#### Exercise brief:
Each record is to be given again precisely as written.

#### Material provided:
########

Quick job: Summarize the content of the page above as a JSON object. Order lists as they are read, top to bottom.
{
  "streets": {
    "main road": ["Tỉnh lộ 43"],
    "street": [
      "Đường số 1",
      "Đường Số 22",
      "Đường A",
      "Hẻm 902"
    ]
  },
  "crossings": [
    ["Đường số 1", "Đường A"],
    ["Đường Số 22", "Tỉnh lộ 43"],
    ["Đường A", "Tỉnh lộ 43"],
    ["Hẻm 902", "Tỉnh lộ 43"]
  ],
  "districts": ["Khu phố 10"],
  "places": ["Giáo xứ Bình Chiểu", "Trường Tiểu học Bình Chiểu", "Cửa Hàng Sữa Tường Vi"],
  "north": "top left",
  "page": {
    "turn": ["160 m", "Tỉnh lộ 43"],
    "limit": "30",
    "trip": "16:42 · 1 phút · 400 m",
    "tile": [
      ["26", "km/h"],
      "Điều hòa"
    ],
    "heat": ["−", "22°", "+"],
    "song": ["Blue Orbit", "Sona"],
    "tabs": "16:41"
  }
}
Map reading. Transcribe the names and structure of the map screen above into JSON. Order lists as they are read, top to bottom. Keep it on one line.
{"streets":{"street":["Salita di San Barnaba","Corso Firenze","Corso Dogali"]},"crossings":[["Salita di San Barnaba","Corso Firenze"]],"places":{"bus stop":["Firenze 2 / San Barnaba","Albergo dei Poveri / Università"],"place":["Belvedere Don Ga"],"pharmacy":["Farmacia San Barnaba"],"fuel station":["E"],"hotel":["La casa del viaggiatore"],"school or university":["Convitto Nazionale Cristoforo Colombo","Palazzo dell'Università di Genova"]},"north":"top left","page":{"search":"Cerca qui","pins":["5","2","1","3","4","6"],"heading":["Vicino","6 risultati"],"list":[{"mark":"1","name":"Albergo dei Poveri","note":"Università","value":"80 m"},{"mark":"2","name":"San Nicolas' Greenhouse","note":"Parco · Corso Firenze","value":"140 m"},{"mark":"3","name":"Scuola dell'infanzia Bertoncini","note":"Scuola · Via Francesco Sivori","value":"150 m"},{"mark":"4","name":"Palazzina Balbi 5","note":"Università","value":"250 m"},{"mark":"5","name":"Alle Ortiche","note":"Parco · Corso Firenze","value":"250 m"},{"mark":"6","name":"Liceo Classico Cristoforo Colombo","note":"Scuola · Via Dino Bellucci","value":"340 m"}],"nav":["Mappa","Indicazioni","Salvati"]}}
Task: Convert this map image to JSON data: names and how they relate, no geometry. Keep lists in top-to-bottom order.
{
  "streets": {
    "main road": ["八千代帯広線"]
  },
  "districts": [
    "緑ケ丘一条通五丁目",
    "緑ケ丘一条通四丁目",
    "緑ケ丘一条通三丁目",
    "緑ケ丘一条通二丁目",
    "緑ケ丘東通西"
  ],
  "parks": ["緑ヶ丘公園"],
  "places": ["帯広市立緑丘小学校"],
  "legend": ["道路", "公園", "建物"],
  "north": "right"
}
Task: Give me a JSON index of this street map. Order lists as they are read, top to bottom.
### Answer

########

#### Problem solution:
Quick job: Summarize the content of the page above as a JSON object. Order lists as they are read, top to bottom.
{
  "streets": {
    "main road": ["Tỉnh lộ 43"],
    "street": [
      "Đường số 1",
      "Đường Số 22",
      "Đường A",
      "Hẻm 902"
    ]
  },
  "crossings": [
    ["Đường số 1", "Đường A"],
    ["Đường Số 22", "Tỉnh lộ 43"],
    ["Đường A", "Tỉnh lộ 43"],
    ["Hẻm 902", "Tỉnh lộ 43"]
  ],
  "districts": ["Khu phố 10"],
  "places": ["Giáo xứ Bình Chiểu", "Trường Tiểu học Bình Chiểu", "Cửa Hàng Sữa Tường Vi"],
  "north": "top left",
  "page": {
    "turn": ["160 m", "Tỉnh lộ 43"],
    "limit": "30",
    "trip": "16:42 · 1 phút · 400 m",
    "tile": [
      ["26", "km/h"],
      "Điều hòa"
    ],
    "heat": ["−", "22°", "+"],
    "song": ["Blue Orbit", "Sona"],
    "tabs": "16:41"
  }
}
Map reading. Transcribe the names and structure of the map screen above into JSON. Order lists as they are read, top to bottom. Keep it on one line.
{"streets":{"street":["Salita di San Barnaba","Corso Firenze","Corso Dogali"]},"crossings":[["Salita di San Barnaba","Corso Firenze"]],"places":{"bus stop":["Firenze 2 / San Barnaba","Albergo dei Poveri / Università"],"place":["Belvedere Don Ga"],"pharmacy":["Farmacia San Barnaba"],"fuel station":["E"],"hotel":["La casa del viaggiatore"],"school or university":["Convitto Nazionale Cristoforo Colombo","Palazzo dell'Università di Genova"]},"north":"top left","page":{"search":"Cerca qui","pins":["5","2","1","3","4","6"],"heading":["Vicino","6 risultati"],"list":[{"mark":"1","name":"Albergo dei Poveri","note":"Università","value":"80 m"},{"mark":"2","name":"San Nicolas' Greenhouse","note":"Parco · Corso Firenze","value":"140 m"},{"mark":"3","name":"Scuola dell'infanzia Bertoncini","note":"Scuola · Via Francesco Sivori","value":"150 m"},{"mark":"4","name":"Palazzina Balbi 5","note":"Università","value":"250 m"},{"mark":"5","name":"Alle Ortiche","note":"Parco · Corso Firenze","value":"250 m"},{"mark":"6","name":"Liceo Classico Cristoforo Colombo","note":"Scuola · Via Dino Bellucci","value":"340 m"}],"nav":["Mappa","Indicazioni","Salvati"]}}
Task: Convert this map image to JSON data: names and how they relate, no geometry. Keep lists in top-to-bottom order.
{
  "streets": {
    "main road": ["八千代帯広線"]
  },
  "districts": [
    "緑ケ丘一条通五丁目",
    "緑ケ丘一条通四丁目",
    "緑ケ丘一条通三丁目",
    "緑ケ丘一条通二丁目",
    "緑ケ丘東通西"
  ],
  "parks": ["緑ヶ丘公園"],
  "places": ["帯広市立緑丘小学校"],
  "legend": ["道路", "公園", "建物"],
  "north": "right"
}
Task: Give me a JSON index of this street map. Order lists as they are read, top to bottom.
### Answer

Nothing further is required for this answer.